17358861_10210397962162753_2697696549788307423_oJika Anda tanya saya tentang lagu-lagu Indonesia yang banyak digemari saat ini, saya tidak akan bisa menjawab. Mungkin karena secara usia, saya sudah beranjak dari masa remaja sehingga jenis lagu-lagu kesukaan saya hanya ada di masa lalu. Jadi, daftar putar alias playlist saya lebih didominasi lagu-lagu dekade 1990-an atau 2000-an. Lagu-lagu sekarang tidak memberikan kesan dan pertalian emosional yang semendalam lagu-lagu di dua dekade itu bagi saya.

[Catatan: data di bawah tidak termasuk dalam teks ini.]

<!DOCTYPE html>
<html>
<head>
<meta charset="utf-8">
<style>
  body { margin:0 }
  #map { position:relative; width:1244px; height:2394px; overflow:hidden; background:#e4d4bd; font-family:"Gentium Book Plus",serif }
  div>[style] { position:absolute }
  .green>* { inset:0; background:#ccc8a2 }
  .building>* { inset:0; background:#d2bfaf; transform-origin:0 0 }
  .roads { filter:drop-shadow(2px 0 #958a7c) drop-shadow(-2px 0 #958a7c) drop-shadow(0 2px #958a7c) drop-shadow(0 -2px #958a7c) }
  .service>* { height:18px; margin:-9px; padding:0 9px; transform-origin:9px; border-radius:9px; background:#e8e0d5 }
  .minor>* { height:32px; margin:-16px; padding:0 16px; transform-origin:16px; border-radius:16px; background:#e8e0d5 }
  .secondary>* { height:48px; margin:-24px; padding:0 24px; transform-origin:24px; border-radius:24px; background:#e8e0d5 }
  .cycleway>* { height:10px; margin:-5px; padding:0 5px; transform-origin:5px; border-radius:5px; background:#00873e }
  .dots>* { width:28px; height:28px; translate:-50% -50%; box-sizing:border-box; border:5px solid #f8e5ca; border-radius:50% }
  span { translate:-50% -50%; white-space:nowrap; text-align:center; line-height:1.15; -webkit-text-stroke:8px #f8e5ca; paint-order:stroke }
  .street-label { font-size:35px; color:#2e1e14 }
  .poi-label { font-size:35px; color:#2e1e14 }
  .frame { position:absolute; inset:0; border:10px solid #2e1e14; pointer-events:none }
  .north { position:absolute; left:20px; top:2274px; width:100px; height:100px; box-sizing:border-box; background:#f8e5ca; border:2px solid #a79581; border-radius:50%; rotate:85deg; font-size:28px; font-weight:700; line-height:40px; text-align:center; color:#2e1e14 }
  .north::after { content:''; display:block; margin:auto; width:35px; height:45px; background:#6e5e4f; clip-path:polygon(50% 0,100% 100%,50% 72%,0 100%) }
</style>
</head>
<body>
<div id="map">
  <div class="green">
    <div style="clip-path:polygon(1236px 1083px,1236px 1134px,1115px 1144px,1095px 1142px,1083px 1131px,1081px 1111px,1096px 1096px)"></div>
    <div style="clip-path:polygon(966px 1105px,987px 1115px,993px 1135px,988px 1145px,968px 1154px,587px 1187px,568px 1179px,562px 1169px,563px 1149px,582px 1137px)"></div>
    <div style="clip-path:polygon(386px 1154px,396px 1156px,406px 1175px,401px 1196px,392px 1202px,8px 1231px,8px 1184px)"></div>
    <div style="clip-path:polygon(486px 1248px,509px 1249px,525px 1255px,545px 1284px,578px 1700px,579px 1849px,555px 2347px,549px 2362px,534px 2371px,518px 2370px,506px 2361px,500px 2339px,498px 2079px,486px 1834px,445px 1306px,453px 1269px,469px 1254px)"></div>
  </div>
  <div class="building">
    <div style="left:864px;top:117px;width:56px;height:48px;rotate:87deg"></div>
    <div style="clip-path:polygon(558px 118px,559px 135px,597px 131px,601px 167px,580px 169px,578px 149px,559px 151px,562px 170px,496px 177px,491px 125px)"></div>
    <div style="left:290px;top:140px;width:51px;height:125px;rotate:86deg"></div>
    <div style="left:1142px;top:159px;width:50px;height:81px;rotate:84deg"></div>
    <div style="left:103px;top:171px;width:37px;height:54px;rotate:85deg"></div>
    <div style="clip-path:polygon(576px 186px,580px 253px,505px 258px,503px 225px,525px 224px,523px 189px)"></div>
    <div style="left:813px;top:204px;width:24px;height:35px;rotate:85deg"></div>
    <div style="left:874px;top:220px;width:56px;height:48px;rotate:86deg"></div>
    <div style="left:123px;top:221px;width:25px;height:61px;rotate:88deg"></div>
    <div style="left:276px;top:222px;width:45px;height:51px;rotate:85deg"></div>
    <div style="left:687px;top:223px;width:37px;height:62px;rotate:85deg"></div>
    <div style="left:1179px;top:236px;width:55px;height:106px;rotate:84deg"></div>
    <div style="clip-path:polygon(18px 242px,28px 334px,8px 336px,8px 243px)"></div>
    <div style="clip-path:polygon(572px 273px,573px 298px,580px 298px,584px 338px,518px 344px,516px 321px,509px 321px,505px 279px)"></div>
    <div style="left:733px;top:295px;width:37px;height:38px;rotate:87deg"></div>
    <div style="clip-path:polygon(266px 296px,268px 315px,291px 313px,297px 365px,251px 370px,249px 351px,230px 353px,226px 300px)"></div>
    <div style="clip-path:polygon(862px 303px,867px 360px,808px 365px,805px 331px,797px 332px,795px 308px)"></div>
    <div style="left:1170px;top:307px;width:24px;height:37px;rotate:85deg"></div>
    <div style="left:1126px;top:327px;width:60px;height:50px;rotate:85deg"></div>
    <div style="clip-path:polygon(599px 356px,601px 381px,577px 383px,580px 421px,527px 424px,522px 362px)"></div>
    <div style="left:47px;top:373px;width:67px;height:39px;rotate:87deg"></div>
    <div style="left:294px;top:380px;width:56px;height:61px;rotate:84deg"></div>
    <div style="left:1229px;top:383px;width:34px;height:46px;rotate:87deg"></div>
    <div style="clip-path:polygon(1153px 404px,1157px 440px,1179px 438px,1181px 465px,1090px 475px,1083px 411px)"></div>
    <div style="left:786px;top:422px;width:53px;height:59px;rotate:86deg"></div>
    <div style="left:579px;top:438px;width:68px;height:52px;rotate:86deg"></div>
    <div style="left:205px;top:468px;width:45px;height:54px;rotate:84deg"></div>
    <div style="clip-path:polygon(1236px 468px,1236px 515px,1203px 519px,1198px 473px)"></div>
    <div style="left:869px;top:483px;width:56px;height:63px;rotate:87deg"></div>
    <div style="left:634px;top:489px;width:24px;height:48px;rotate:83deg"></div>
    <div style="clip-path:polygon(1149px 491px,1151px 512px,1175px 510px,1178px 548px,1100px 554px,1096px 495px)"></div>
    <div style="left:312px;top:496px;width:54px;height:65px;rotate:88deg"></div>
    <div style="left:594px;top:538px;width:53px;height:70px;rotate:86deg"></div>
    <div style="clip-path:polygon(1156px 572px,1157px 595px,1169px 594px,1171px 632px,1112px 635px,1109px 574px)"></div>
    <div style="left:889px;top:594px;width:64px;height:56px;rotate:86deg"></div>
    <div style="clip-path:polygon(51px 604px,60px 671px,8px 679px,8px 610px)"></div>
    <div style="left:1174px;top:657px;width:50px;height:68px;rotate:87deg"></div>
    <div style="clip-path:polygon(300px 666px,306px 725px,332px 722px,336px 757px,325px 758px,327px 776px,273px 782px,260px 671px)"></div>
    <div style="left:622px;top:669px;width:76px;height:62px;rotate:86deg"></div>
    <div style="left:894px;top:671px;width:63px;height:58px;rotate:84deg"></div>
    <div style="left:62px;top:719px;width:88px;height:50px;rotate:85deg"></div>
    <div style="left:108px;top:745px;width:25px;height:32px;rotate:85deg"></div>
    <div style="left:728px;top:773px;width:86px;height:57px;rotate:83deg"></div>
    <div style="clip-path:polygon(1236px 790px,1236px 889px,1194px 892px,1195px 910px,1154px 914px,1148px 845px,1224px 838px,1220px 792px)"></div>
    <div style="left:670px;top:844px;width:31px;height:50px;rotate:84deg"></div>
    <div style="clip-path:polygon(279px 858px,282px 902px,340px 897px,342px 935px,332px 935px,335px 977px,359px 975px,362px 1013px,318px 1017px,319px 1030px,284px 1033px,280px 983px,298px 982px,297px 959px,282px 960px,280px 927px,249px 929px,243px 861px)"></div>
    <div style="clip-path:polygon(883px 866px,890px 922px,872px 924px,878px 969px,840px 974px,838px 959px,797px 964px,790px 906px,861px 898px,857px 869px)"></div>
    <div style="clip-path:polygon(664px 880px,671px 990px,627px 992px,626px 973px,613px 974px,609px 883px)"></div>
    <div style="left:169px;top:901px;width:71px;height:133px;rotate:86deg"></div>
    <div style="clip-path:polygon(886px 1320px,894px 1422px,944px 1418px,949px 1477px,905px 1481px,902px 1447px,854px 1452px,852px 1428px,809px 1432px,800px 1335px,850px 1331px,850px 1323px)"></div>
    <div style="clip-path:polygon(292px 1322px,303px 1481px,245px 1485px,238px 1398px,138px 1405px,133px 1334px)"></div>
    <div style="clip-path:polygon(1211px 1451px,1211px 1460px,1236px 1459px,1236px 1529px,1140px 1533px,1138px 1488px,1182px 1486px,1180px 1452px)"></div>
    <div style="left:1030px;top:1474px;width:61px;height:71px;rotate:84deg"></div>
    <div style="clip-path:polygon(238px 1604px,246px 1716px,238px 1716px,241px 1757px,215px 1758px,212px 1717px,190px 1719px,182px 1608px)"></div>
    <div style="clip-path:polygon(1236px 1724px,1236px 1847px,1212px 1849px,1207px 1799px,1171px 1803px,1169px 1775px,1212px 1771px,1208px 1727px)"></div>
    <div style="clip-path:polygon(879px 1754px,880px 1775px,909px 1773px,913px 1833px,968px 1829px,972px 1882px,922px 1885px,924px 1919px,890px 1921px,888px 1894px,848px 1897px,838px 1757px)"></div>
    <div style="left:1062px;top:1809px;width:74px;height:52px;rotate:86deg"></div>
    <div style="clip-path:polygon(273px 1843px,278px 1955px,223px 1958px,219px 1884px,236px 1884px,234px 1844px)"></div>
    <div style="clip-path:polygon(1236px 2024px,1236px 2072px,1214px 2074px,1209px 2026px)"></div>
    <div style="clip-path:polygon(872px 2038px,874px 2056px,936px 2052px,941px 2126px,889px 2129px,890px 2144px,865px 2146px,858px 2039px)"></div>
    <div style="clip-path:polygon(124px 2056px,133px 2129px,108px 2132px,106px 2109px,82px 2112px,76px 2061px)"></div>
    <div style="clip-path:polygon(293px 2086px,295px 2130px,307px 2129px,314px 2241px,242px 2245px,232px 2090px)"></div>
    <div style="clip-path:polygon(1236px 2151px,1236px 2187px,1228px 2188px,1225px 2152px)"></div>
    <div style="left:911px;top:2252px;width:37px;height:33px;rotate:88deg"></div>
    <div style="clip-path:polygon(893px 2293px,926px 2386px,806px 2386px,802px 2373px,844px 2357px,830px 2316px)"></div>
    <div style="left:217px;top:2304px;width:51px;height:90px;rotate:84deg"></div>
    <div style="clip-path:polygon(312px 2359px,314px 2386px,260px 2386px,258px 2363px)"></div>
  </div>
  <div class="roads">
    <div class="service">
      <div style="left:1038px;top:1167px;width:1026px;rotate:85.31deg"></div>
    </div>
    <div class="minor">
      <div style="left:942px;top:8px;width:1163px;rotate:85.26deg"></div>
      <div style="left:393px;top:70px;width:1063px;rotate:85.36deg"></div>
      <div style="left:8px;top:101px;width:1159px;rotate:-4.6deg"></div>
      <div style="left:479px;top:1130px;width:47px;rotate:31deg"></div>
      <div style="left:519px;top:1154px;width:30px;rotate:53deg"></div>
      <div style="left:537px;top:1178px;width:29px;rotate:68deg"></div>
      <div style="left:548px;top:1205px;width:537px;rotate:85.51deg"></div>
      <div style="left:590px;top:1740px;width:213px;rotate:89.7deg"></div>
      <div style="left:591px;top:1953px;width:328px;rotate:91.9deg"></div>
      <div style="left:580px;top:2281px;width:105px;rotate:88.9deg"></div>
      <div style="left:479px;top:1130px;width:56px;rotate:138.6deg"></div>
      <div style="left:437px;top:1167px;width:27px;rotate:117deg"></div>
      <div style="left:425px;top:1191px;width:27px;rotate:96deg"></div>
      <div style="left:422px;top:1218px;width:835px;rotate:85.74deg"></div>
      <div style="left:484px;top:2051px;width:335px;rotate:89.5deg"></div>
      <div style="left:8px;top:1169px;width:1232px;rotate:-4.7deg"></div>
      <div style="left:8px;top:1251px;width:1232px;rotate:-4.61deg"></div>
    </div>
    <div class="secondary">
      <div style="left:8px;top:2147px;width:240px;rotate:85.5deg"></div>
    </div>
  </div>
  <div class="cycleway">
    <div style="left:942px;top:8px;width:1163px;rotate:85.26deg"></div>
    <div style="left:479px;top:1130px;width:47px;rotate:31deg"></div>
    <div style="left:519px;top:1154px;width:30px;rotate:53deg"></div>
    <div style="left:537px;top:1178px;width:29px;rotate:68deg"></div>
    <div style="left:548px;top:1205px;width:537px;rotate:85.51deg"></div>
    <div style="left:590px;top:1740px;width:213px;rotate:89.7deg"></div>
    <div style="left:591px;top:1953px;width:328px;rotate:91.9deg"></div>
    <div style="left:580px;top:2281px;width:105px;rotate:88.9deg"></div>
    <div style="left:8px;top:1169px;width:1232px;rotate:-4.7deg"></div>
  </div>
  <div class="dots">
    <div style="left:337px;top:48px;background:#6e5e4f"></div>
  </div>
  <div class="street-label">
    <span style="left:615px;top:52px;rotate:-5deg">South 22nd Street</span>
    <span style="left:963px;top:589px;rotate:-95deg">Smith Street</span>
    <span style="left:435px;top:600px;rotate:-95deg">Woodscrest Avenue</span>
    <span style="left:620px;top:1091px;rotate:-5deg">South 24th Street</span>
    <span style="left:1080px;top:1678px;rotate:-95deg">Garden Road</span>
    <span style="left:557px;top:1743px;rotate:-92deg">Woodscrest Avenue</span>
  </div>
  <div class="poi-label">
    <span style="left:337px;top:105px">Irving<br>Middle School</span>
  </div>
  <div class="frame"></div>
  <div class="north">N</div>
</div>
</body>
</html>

Selain hambarnya emosi yang saya rasakan saat mendengarkan lagu-lagu kontemporer Indonesia, saya juga mengamati bahwa lirik-lirik lagu Indonesia –maaf jika ada yang tersinggung – semakin cheesy alias murahan dari waktu ke waktu. Mudah dihapal tetapi juga mudah sekali dilupakan karena cepat usang di siklus perputaran dunia musik pop. Saya tidak menemukan unsur yang membuatnya lebih layak dijadikan karya ‘canon’ yang di masa depan bisa dinikmati kembali. Mungkin itu perasaan saya saja. Atau mungkin Anda juga sepakat?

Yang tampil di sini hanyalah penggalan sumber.